Activity — Print the entire listing below word for word, excluding its pictures.

Stored data —
== == ==

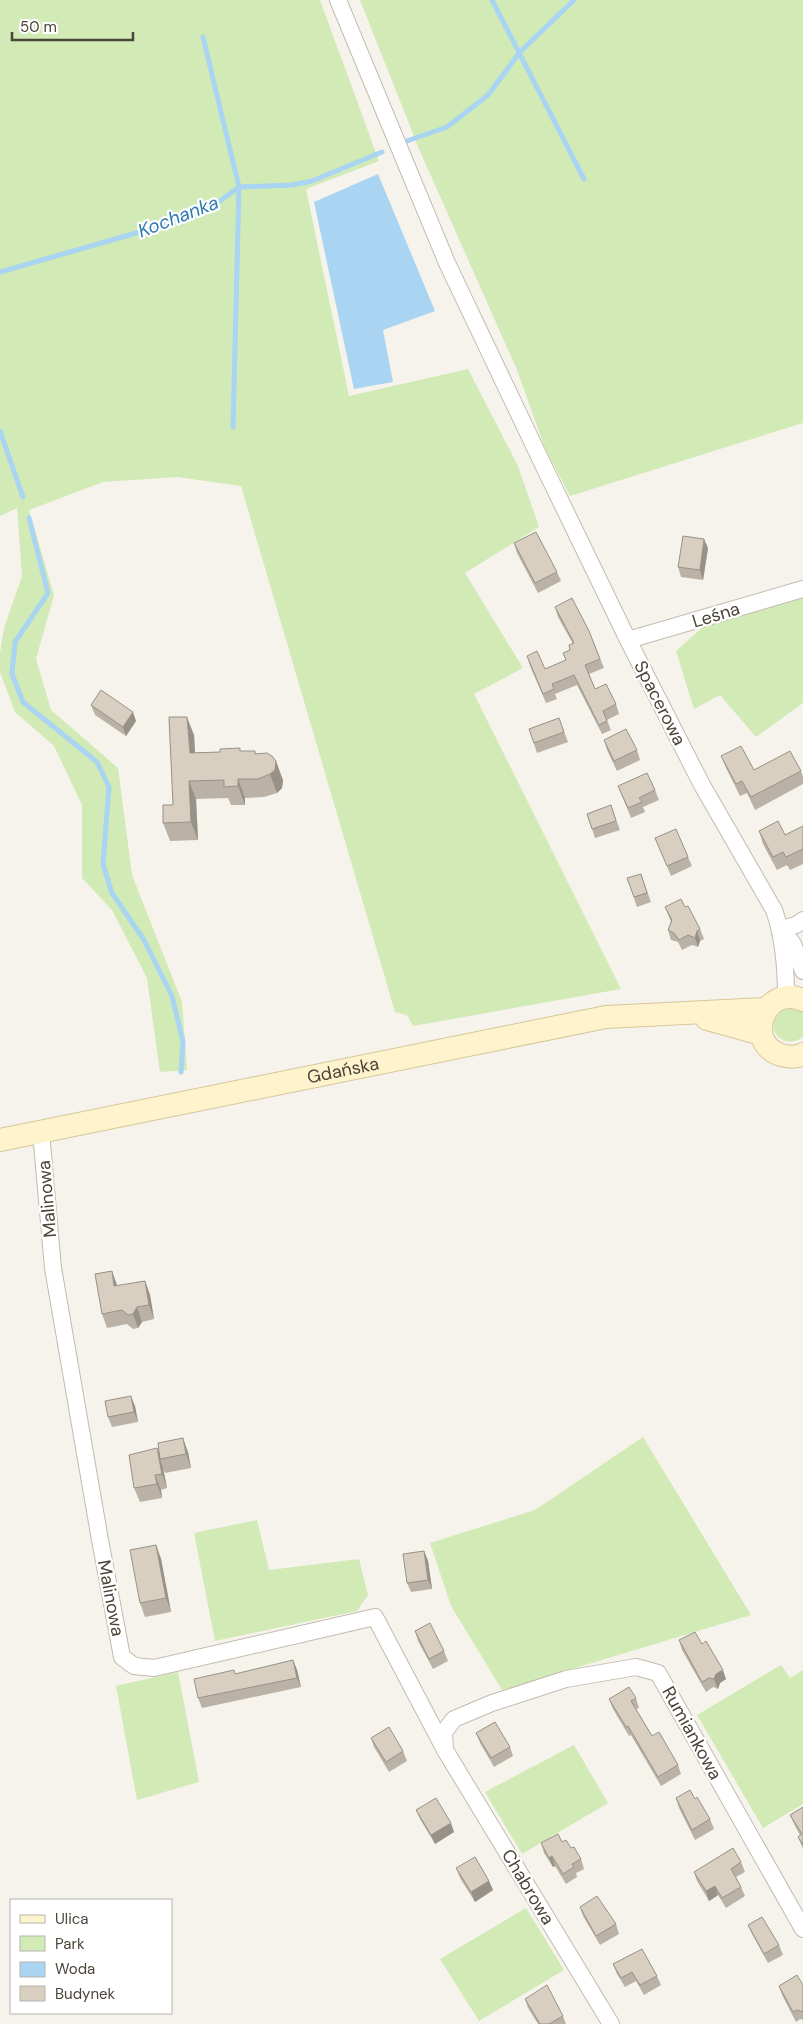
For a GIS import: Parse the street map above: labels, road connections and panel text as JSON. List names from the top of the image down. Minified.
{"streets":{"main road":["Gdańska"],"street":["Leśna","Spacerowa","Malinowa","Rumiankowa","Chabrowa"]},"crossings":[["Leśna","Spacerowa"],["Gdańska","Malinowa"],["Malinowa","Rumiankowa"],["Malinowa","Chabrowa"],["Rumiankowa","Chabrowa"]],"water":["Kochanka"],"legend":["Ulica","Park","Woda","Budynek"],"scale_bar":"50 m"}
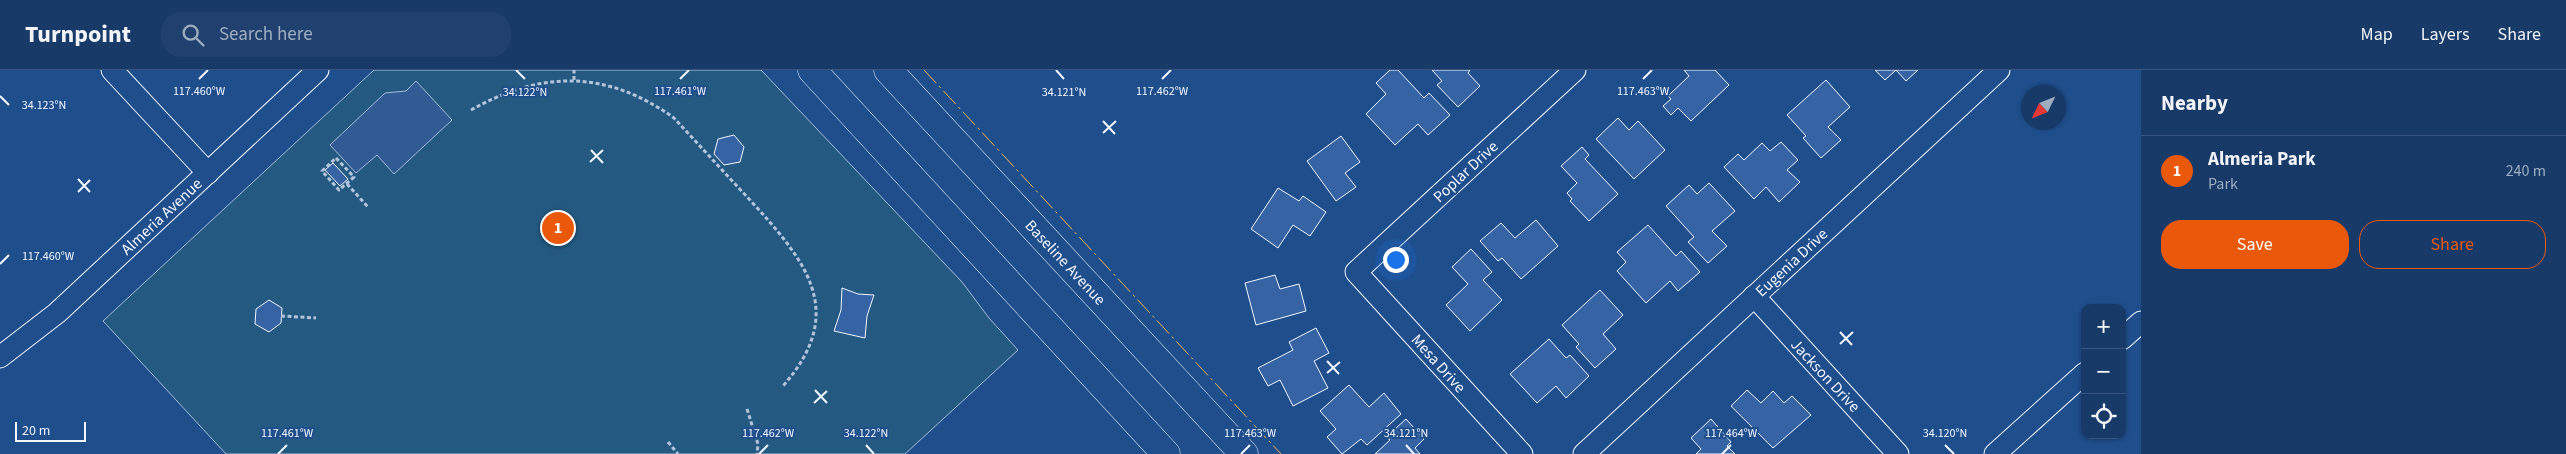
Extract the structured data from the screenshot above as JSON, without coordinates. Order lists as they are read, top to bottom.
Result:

== == ==

Answer space —
For a GIS import: Parse the street map above: labels, road connections and panel text as JSON. List names from the top of the image down. Minified.
{"streets":{"main road":["Gdańska"],"street":["Leśna","Spacerowa","Malinowa","Rumiankowa","Chabrowa"]},"crossings":[["Leśna","Spacerowa"],["Gdańska","Malinowa"],["Malinowa","Rumiankowa"],["Malinowa","Chabrowa"],["Rumiankowa","Chabrowa"]],"water":["Kochanka"],"legend":["Ulica","Park","Woda","Budynek"],"scale_bar":"50 m"}
Extract the structured data from the screenshot above as JSON, without coordinates. Order lists as they are read, top to bottom.
Result:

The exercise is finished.